No Library Card Required

The poetry class at SFCC recently visited the amazing show of book arts on campus. Responses from Paula Miller and Lorenzo Atencio below.

Lost at an Exhibit of Accordion Spines by Paula Miller

It was a lovely home with ghosts in the attic, frogs in the basement – the logs and pods – and in the very middle, the accordion spines of my books, wherein all the consonants are underground and weather palms wave their branches like drunken gods.

Here and there, the flitter and flutter in the Bosque – hummingbirds, pecking penguins, and the sculptured necks of cranes beaking the accordion spines to allow a billow of long folds which hide the Alphabetica Synthetica. These notes dangled like a musical scale of all my eliding senses, pressing wildflowers into its pages, their tiny petals releasing the tastes of red and sienna, the blue of bruises.

So many skins – pig, goat and sheep – made up the palimpset of the Coptic scripture with its very own music. How many times had bran and milk washed their surfaces and recycled their pleas for love and wisdom. How the pentimentos both hid and revealed their earlier repented messages! The fans of star corals lit up the room with cool breezes sweeping away the damp from the froggy basement.

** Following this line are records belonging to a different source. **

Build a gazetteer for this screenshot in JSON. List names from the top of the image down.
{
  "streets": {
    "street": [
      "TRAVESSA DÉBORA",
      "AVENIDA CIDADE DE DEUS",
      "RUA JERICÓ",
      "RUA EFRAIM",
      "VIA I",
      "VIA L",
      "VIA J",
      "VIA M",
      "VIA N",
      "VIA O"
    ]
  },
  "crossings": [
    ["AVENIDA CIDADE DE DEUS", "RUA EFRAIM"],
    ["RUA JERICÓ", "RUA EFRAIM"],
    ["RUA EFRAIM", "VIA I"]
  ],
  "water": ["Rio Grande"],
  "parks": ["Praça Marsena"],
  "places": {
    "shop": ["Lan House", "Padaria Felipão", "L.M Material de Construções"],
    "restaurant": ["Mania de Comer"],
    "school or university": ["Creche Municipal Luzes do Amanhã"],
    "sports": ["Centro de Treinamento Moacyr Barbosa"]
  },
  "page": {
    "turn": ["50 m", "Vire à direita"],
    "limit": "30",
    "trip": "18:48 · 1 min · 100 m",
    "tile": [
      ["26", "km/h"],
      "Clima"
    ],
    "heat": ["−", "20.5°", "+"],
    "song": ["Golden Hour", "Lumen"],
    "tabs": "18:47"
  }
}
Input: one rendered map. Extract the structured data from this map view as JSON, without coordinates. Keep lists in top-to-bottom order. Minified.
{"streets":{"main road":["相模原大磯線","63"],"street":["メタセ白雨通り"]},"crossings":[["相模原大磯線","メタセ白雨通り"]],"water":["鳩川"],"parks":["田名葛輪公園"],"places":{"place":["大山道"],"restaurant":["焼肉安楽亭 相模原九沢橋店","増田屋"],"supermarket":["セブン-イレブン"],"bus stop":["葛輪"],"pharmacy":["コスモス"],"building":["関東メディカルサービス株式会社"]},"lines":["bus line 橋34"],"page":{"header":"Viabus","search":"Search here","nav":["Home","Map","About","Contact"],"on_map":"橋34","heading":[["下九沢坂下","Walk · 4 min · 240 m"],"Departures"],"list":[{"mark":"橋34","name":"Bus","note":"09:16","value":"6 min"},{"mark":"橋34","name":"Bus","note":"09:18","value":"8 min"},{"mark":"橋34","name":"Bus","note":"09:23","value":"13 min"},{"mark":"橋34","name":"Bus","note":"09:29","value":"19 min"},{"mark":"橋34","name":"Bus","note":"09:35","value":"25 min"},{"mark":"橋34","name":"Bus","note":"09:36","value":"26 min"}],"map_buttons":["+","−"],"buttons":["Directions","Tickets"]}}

On the main floor where propriety, love and good manners should reign I found Artemis, the huntress, bathing naked with poor Acteon already transformed into a stag but still gazing at her adoringly. If I tug on the accordion spine I release the fragrant pages of valerian and teasel, the greens of pulses and laurel; and along the alchemical spindle, icons spin with mummies and lidded Buddhas make music with their talas.

Over in the corner, darting among the bushes Merwin becomes Merlin hunting the bloomworm and pigeon to place in a pop-up guide to the trees, all the while waving his wand to pull down stars, tassels for his pointy hat.

At night when all is still I listen to the sleepers, dreamers and screamers; from the attic they are voicing the guttural songs of their neuroses and psychoses – their notations carefully written in the weave of an appetite for frog sounds in the 52 pages of the Elements of Botany.

At night when I dream I call up memory within the accordion notes and create a shrine to writing – the Illuminated Book of Hours, the Kells – wherein are minds on fire in its matrix and the not so subtle warning: “Don’t be so wealthy you can’t open your window at night.”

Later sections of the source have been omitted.